• **Task requirements**: The full listing, start to finish: write it out again exactly.

• **Recorded information**:
——

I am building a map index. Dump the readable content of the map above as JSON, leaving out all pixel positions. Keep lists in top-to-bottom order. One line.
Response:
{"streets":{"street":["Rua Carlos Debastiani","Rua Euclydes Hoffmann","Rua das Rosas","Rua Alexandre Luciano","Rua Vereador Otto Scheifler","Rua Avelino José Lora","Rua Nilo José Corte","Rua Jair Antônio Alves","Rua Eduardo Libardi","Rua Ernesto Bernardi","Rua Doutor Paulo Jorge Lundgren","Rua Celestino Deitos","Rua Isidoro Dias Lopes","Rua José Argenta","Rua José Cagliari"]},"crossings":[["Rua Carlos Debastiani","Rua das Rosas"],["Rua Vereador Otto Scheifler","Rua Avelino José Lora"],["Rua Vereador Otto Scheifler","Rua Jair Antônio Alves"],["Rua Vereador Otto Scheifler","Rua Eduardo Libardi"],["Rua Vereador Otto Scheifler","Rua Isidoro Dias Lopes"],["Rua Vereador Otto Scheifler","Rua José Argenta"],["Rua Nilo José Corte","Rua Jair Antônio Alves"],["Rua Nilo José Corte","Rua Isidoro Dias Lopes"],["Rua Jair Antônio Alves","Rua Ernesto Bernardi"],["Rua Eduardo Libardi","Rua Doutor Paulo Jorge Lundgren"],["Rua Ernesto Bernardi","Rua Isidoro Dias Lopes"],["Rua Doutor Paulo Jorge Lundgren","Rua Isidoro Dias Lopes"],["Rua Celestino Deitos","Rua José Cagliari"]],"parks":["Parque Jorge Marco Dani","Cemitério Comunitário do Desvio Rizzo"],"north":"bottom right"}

——

• **Your solution**:
I am building a map index. Dump the readable content of the map above as JSON, leaving out all pixel positions. Keep lists in top-to-bottom order. One line.
Response:
{"streets":{"street":["Rua Carlos Debastiani","Rua Euclydes Hoffmann","Rua das Rosas","Rua Alexandre Luciano","Rua Vereador Otto Scheifler","Rua Avelino José Lora","Rua Nilo José Corte","Rua Jair Antônio Alves","Rua Eduardo Libardi","Rua Ernesto Bernardi","Rua Doutor Paulo Jorge Lundgren","Rua Celestino Deitos","Rua Isidoro Dias Lopes","Rua José Argenta","Rua José Cagliari"]},"crossings":[["Rua Carlos Debastiani","Rua das Rosas"],["Rua Vereador Otto Scheifler","Rua Avelino José Lora"],["Rua Vereador Otto Scheifler","Rua Jair Antônio Alves"],["Rua Vereador Otto Scheifler","Rua Eduardo Libardi"],["Rua Vereador Otto Scheifler","Rua Isidoro Dias Lopes"],["Rua Vereador Otto Scheifler","Rua José Argenta"],["Rua Nilo José Corte","Rua Jair Antônio Alves"],["Rua Nilo José Corte","Rua Isidoro Dias Lopes"],["Rua Jair Antônio Alves","Rua Ernesto Bernardi"],["Rua Eduardo Libardi","Rua Doutor Paulo Jorge Lundgren"],["Rua Ernesto Bernardi","Rua Isidoro Dias Lopes"],["Rua Doutor Paulo Jorge Lundgren","Rua Isidoro Dias Lopes"],["Rua Celestino Deitos","Rua José Cagliari"]],"parks":["Parque Jorge Marco Dani","Cemitério Comunitário do Desvio Rizzo"],"north":"bottom right"}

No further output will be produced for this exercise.